● What this task involves
Report each line from the data below that holds the word "does".

● Dataset entries
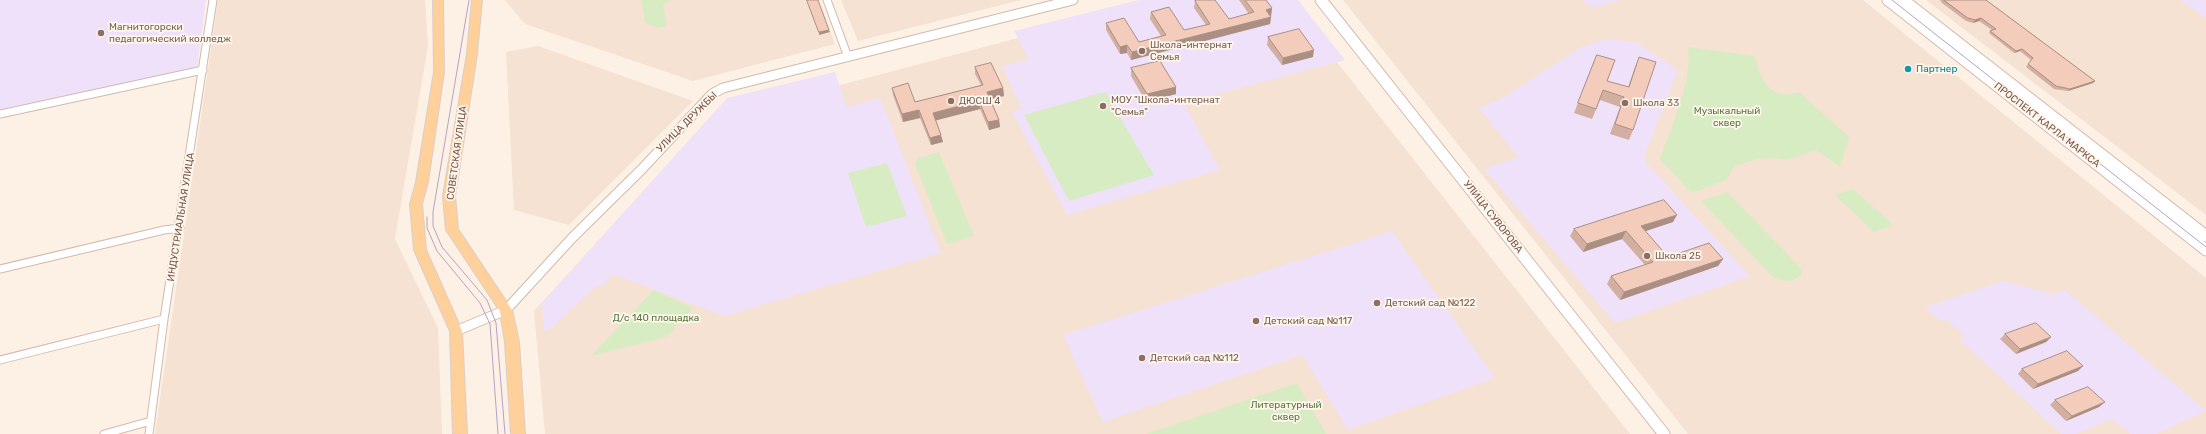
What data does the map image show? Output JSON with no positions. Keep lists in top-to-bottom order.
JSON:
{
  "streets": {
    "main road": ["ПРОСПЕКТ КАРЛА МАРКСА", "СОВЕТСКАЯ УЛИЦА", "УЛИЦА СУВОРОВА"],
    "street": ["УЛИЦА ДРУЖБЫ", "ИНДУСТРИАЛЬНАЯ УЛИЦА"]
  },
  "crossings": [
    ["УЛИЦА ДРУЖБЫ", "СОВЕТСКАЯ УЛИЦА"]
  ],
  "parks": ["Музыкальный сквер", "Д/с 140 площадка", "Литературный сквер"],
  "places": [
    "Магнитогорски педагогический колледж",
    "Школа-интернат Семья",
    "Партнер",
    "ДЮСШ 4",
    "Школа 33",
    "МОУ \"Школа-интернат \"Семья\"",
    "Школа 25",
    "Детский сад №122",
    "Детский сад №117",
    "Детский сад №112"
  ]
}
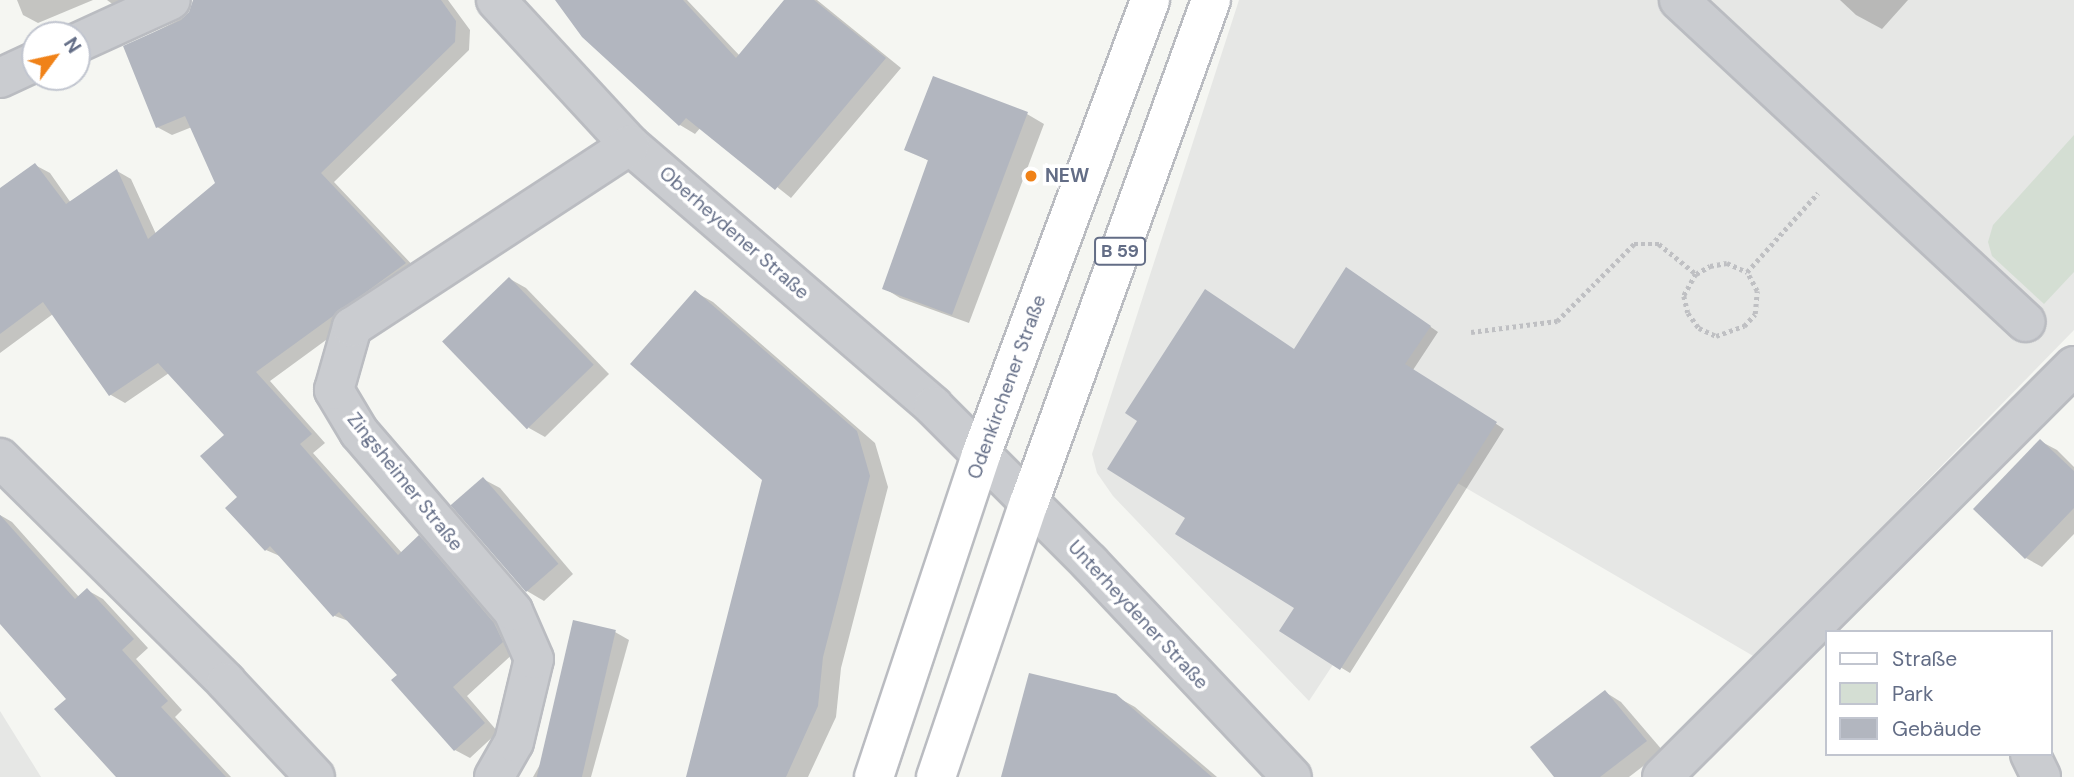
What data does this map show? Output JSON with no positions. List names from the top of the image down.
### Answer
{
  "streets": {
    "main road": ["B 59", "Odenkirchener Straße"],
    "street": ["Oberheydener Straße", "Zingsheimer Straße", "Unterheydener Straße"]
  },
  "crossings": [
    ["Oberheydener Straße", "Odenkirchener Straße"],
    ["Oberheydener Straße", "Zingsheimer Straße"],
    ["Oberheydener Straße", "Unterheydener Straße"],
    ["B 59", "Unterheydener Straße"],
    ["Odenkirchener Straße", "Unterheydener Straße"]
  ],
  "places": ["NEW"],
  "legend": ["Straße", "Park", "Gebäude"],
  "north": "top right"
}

● Solution
What data does the map image show? Output JSON with no positions. Keep lists in top-to-bottom order.
What data does this map show? Output JSON with no positions. List names from the top of the image down.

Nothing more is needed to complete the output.